● Work required
Leave the images aside and output every entry exactly.

*** Records shown ***

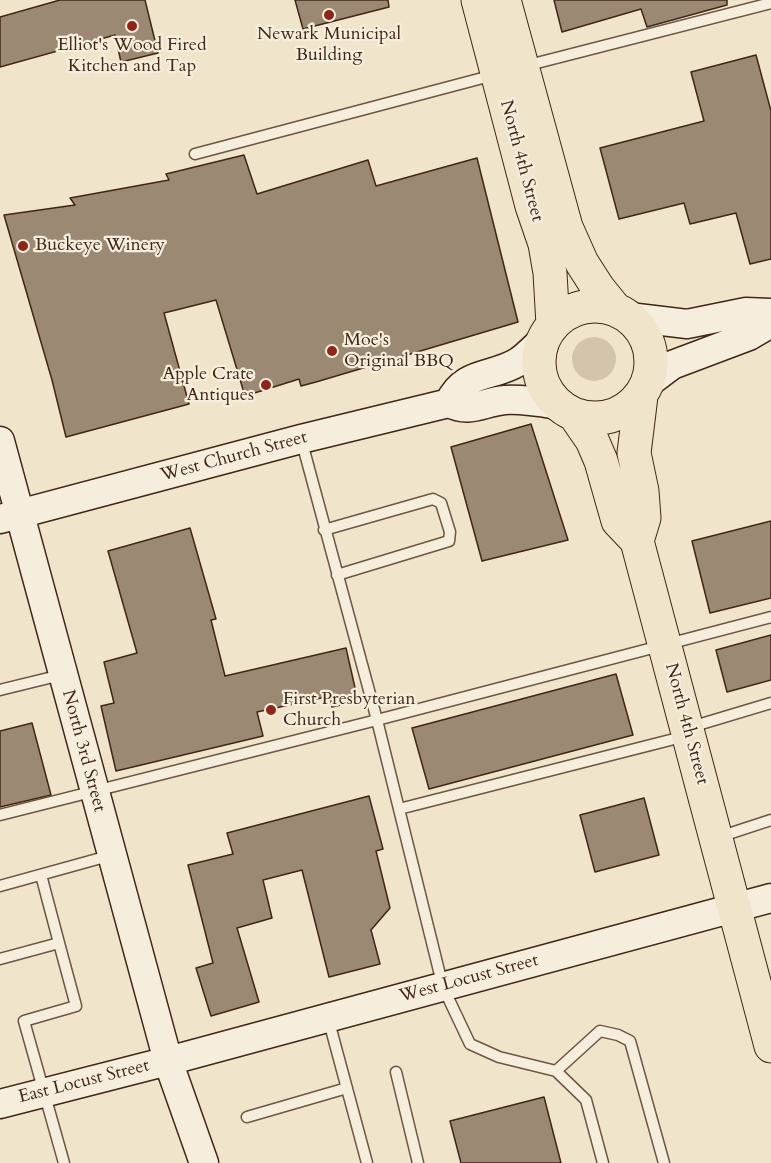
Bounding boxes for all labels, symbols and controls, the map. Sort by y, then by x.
marker: Newark Municipal Building [322,8,336,22]
marker: Elliot's Wood Fired Kitchen and Tap [125,19,139,33]
place label: Newark Municipal Building [257,24,401,66]
place label: Elliot's Wood Fired Kitchen and Tap [57,35,207,78]
street label: North 4th Street [494,98,548,224]
place label: Buckeye Winery [35,235,165,257]
marker: Buckeye Winery [16,239,30,253]
place label: Moe's Original BBQ [344,330,454,372]
marker: Moe's Original BBQ [325,344,339,358]
place label: Apple Crate Antiques [162,364,254,406]
marker: Apple Crate Antiques [259,378,273,392]
street label: West Church Street [158,427,310,487]
street label: North 4th Street [659,661,713,787]
street label: North 3rd Street [56,688,110,814]
place label: First Presbyterian Church [283,689,415,732]
marker: First Presbyterian Church [264,703,278,717]
street label: West Locust Street [397,950,541,1008]
street label: East Locust Street [16,1055,152,1109]

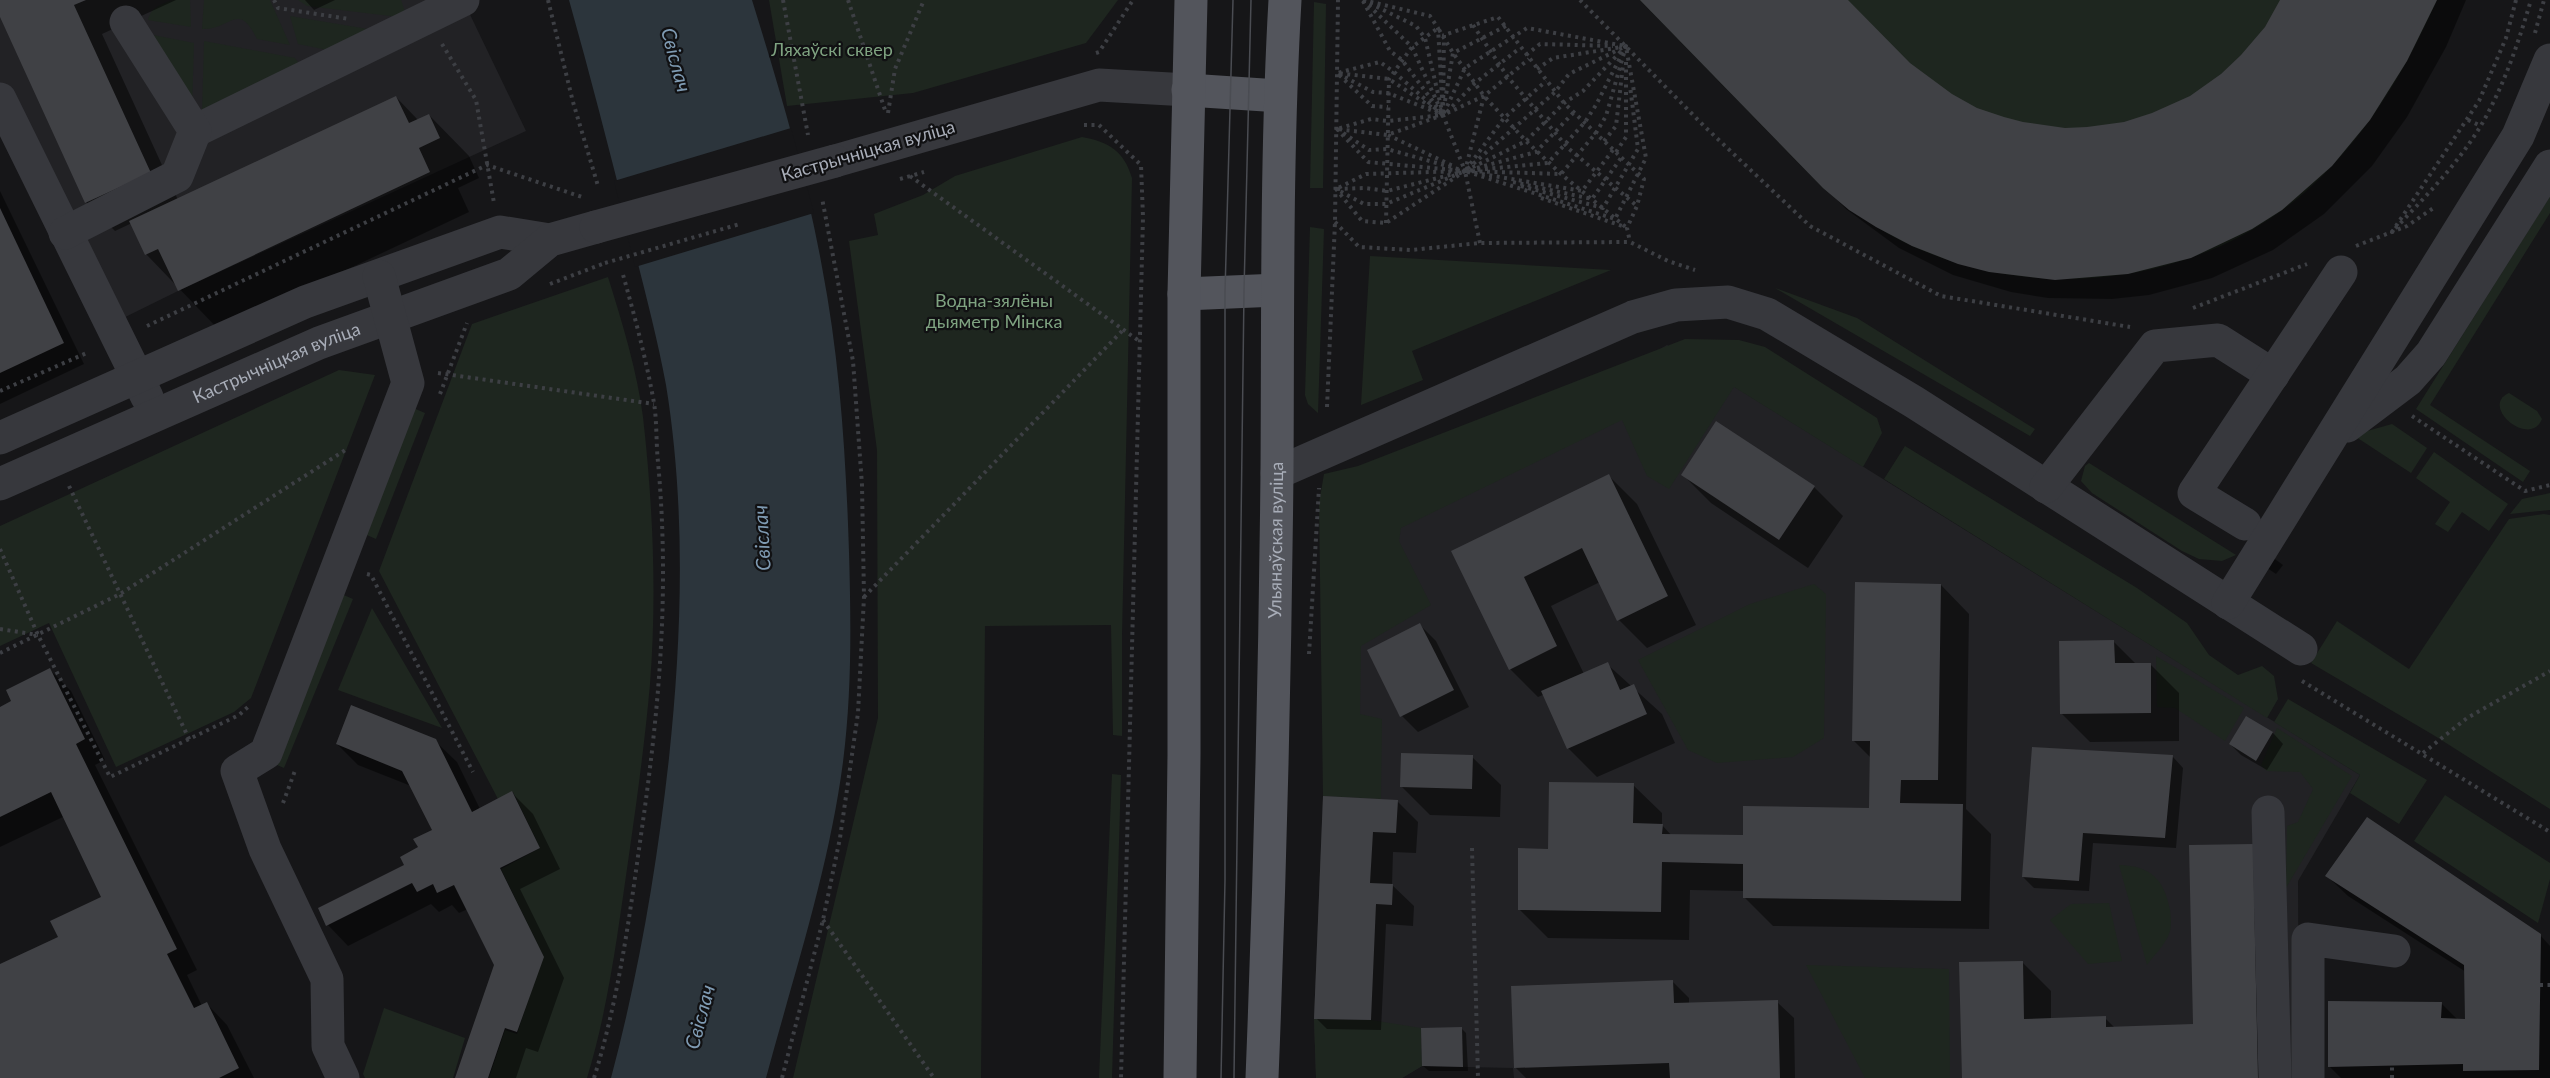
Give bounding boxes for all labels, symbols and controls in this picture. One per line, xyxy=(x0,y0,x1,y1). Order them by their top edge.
water label: Свіслач xyxy=(657,25,697,95)
park label: Ляхаўскі сквер xyxy=(770,38,893,60)
street label: Кастрычніцкая вуліца xyxy=(778,115,957,185)
park label: Водна-зялёны дыяметр Мінска xyxy=(926,289,1062,332)
street label: Кастрычніцкая вуліца xyxy=(189,317,363,407)
street label: Ульянаўская вуліца xyxy=(1263,462,1287,619)
water label: Свіслач xyxy=(747,505,775,572)
water label: Свіслач xyxy=(679,982,719,1052)

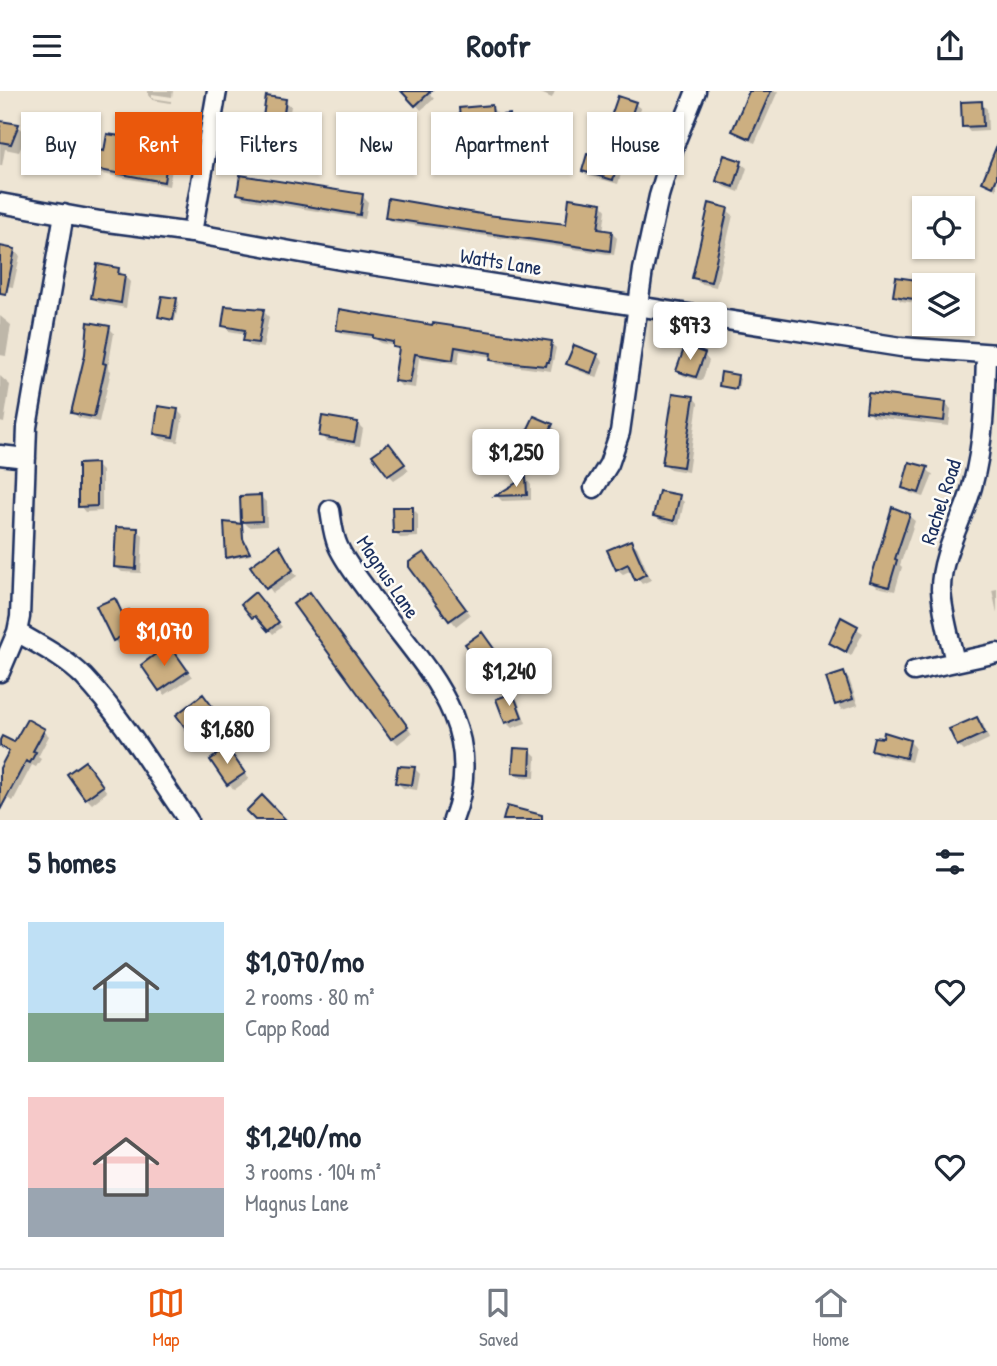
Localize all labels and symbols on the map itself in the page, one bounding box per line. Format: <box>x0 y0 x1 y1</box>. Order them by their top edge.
street label: Watts Lane <box>458 241 544 282</box>
pin: $973 <box>649 303 731 362</box>
pin: $1,250 <box>459 429 573 489</box>
street label: Rachel Road <box>913 456 968 548</box>
street label: Magnus Lane <box>350 529 427 624</box>
pin: $1,070 <box>107 609 221 668</box>
pin: $1,240 <box>452 649 566 708</box>
pin: $1,680 <box>170 707 284 766</box>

*** End of Records shown ***

● Response area
Bounding boxes for all labels, symbols and controls, the map. Sort by y, then by x.
marker: Newark Municipal Building [322,8,336,22]
marker: Elliot's Wood Fired Kitchen and Tap [125,19,139,33]
place label: Newark Municipal Building [257,24,401,66]
place label: Elliot's Wood Fired Kitchen and Tap [57,35,207,78]
street label: North 4th Street [494,98,548,224]
place label: Buckeye Winery [35,235,165,257]
marker: Buckeye Winery [16,239,30,253]
place label: Moe's Original BBQ [344,330,454,372]
marker: Moe's Original BBQ [325,344,339,358]
place label: Apple Crate Antiques [162,364,254,406]
marker: Apple Crate Antiques [259,378,273,392]
street label: West Church Street [158,427,310,487]
street label: North 4th Street [659,661,713,787]
street label: North 3rd Street [56,688,110,814]
place label: First Presbyterian Church [283,689,415,732]
marker: First Presbyterian Church [264,703,278,717]
street label: West Locust Street [397,950,541,1008]
street label: East Locust Street [16,1055,152,1109]

Give bounding boxes for all labels, symbols and controls in this picture. One per line, xyxy=(x0,y0,x1,y1). Order them by their top edge.
water label: Свіслач xyxy=(657,25,697,95)
park label: Ляхаўскі сквер xyxy=(770,38,893,60)
street label: Кастрычніцкая вуліца xyxy=(778,115,957,185)
park label: Водна-зялёны дыяметр Мінска xyxy=(926,289,1062,332)
street label: Кастрычніцкая вуліца xyxy=(189,317,363,407)
street label: Ульянаўская вуліца xyxy=(1263,462,1287,619)
water label: Свіслач xyxy=(747,505,775,572)
water label: Свіслач xyxy=(679,982,719,1052)

Localize all labels and symbols on the map itself in the page, one bounding box per line. Format: <box>x0 y0 x1 y1</box>. Order them by their top edge.
street label: Watts Lane <box>458 241 544 282</box>
pin: $973 <box>649 303 731 362</box>
pin: $1,250 <box>459 429 573 489</box>
street label: Rachel Road <box>913 456 968 548</box>
street label: Magnus Lane <box>350 529 427 624</box>
pin: $1,070 <box>107 609 221 668</box>
pin: $1,240 <box>452 649 566 708</box>
pin: $1,680 <box>170 707 284 766</box>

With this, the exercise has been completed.